The women were waiting to meet with Red Cross reps and it seemed to be a slow process. One mother with 5 young children, was more than happy to let her kids get out of line for a little fun distraction on the quilt. Then others came.
Puppets, Songs and Crayons
I felt pretty unplanned and sloppy as I sang some songs and pulled goodies from the bag. I fumbled with my wooden puppet because I had no chair to secure his dancing platform... I pulled out the marionette and his strings were tangled. The quilt kept sliding around on the slick floor... But the kids were sweet and appreciative, asking me where I got my pretty quilt and puppets. They helped untangle strings and adjust the quilt. One little girl ran off to fine a chair. And then they settled in.
One boy asked if his dinosaur could dance with the puppet. Two toddlers with pacifiers sang the ABC's for me. Even a couple moms came and joined in with the crayons and paper and thanked me for coming.
No child or mother shared a story or worry with me. I had no idea what their recent days had been like. I don't know where they came from. But I was glad to see there could still be smiles and a little laughter.
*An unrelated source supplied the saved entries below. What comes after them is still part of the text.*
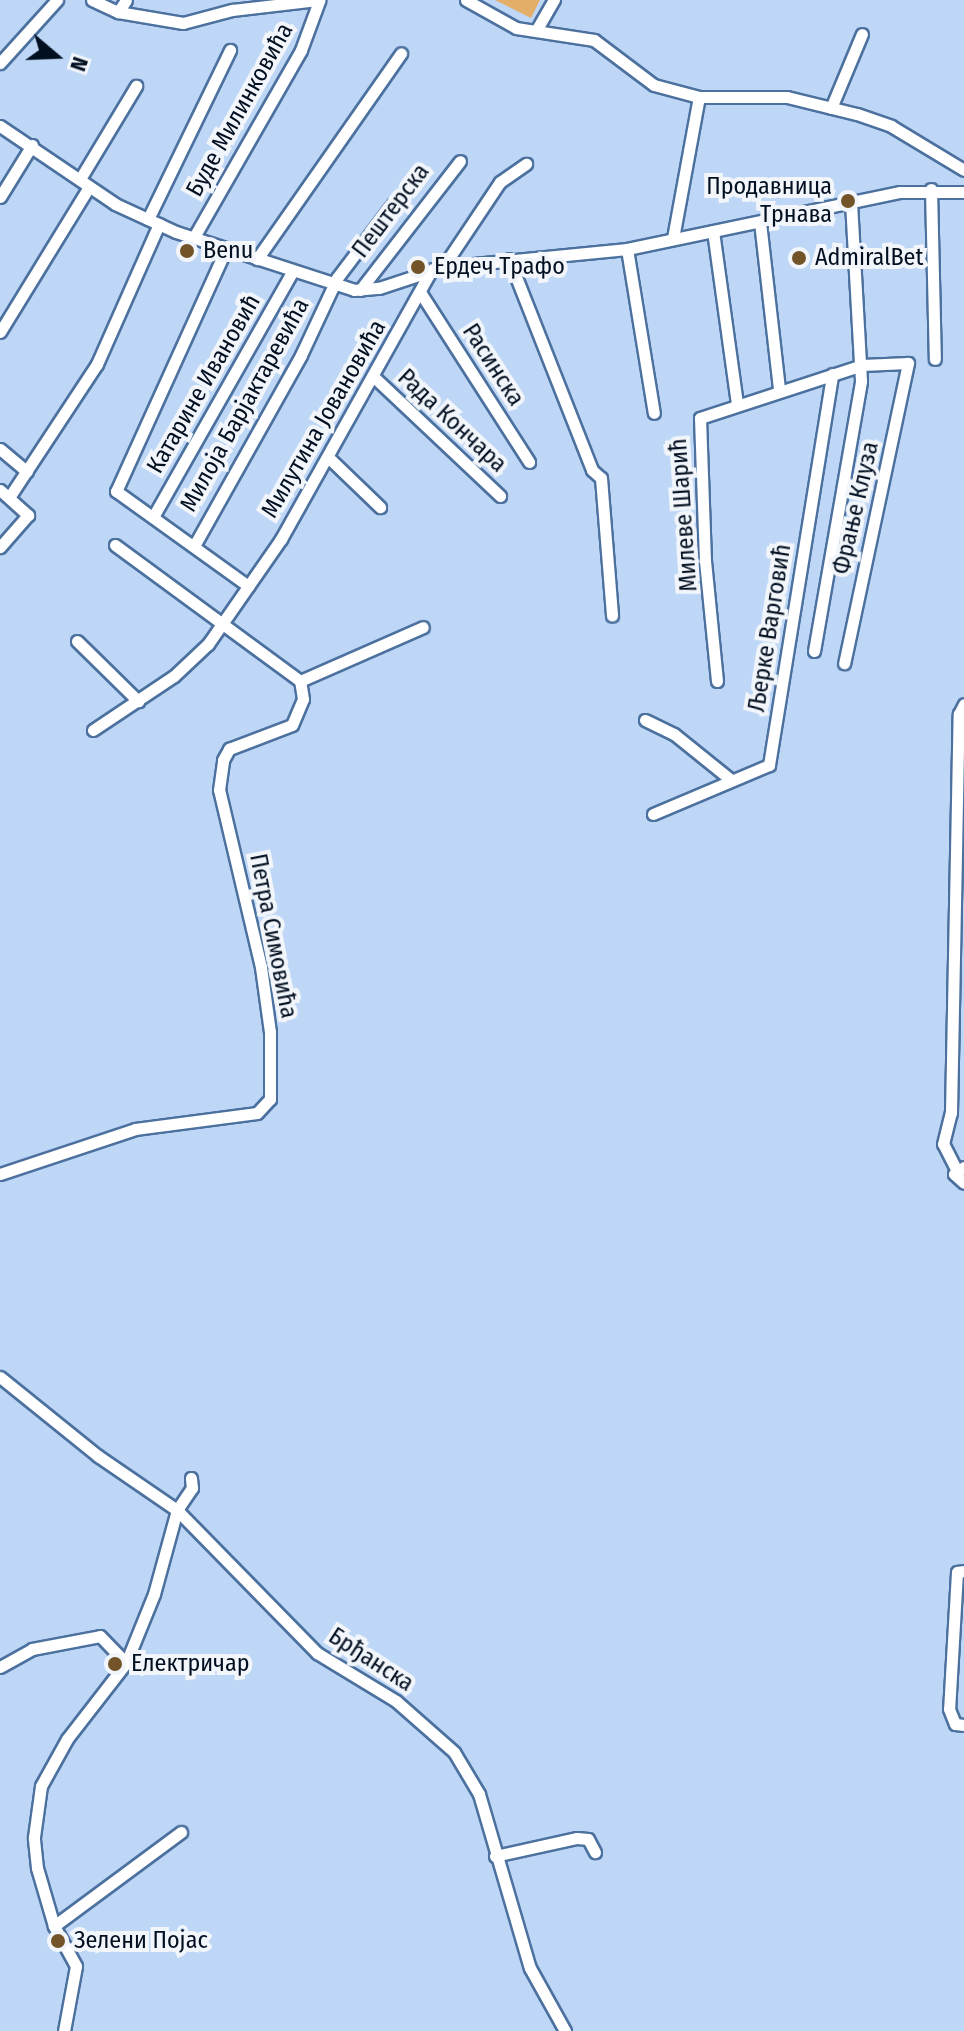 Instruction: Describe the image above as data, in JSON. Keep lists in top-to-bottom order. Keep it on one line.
{"streets":{"street":["Буде Милинковића","Пештерска","Расинска","Катарине Ивановић","Милоја Барјактаревића","Милутина Јовановића","Рада Кончара","Фрање Клуза","Милеве Шарић","Љерке Варговић","Петра Симовића","Брђанска"]},"crossings":[["Расинска","Милутина Јовановића"],["Милутина Јовановића","Рада Кончара"],["Фрање Клуза","Милеве Шарић"],["Милеве Шарић","Љерке Варговић"]],"places":["Продавница Трнава","Benu","AdmiralBet","Ердеч Трафо","Електричар","Зелени Појас"],"north":"right"} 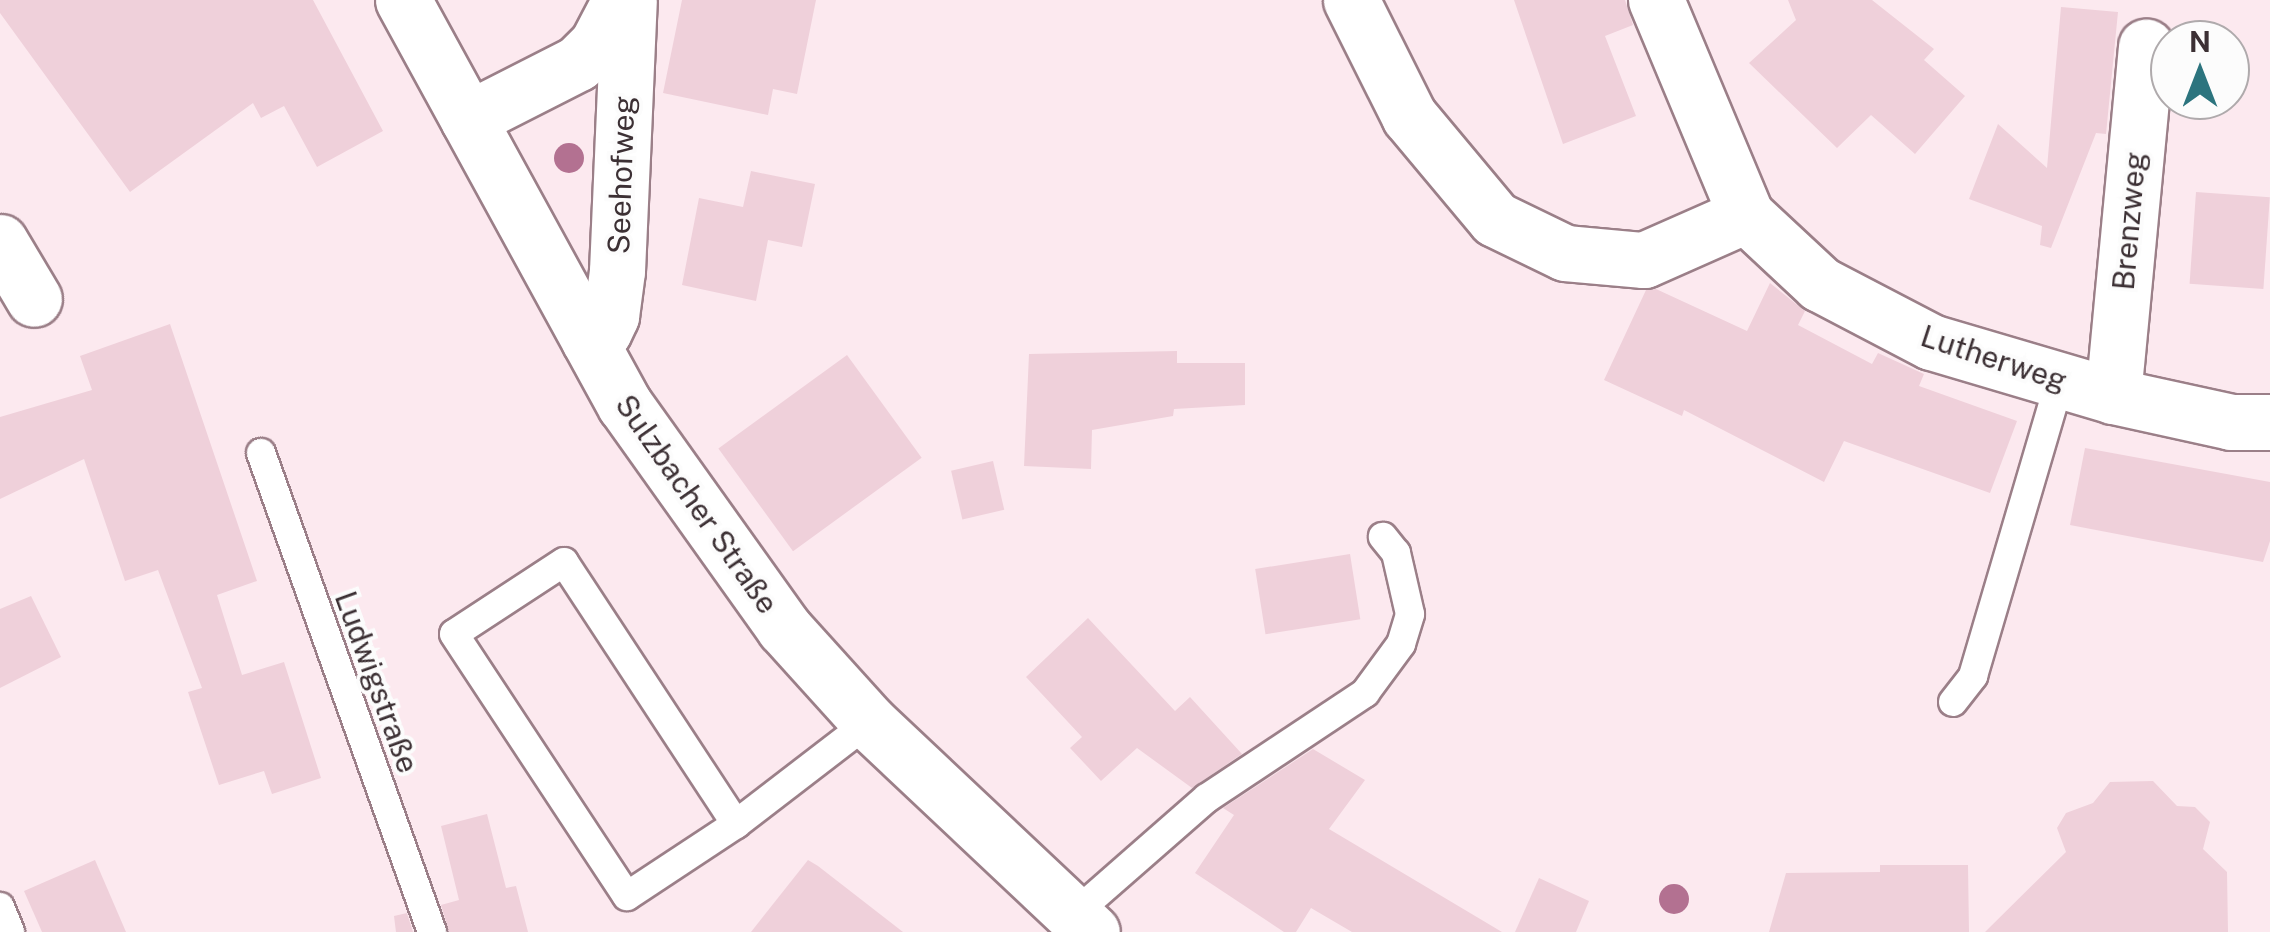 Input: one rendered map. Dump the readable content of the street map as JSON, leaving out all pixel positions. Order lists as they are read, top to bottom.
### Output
{
  "streets": {
    "street": [
      "Seehofweg",
      "Brenzweg",
      "Lutherweg",
      "Sulzbacher Straße"
    ],
    "lane": ["Ludwigstraße"]
  },
  "crossings": [
    ["Seehofweg", "Sulzbacher Straße"],
    ["Brenzweg", "Lutherweg"]
  ],
  "north": "top"
}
This is the picture I took home with me. A young girl drew the NRG Center with its colorful logo and a heart in the center of the building. She pointed to the stick figures at the bottom and said the shorter one was her. She pointed to the other and said, "This one is you." Then she handed me the drawing and said I could keep it if I wanted.
I was touched.
I stayed until it was dinner time. I was tempted to linger, so I could see how they served food to so many. I was tempted to wander over to the pet area and figure out how that worked. But I already felt out of place, with a few eyes looking towards the woman with carrying a quilt and bag. Even a guard laughed after studying me and said, "Volunteer?" I was sort of glad no one knew for sure.
I got in my car feeling lucky, that I was headed home to my undamaged house. I couldn't help feeling a little guilty, too.
For 20+ years children have called it the Magic Quilt. They've danced and pretended all over these colorful squares. I've dragged it to schools, shelters and studios where children have climbed on top to hear Magic Quilt Stories and to act them out.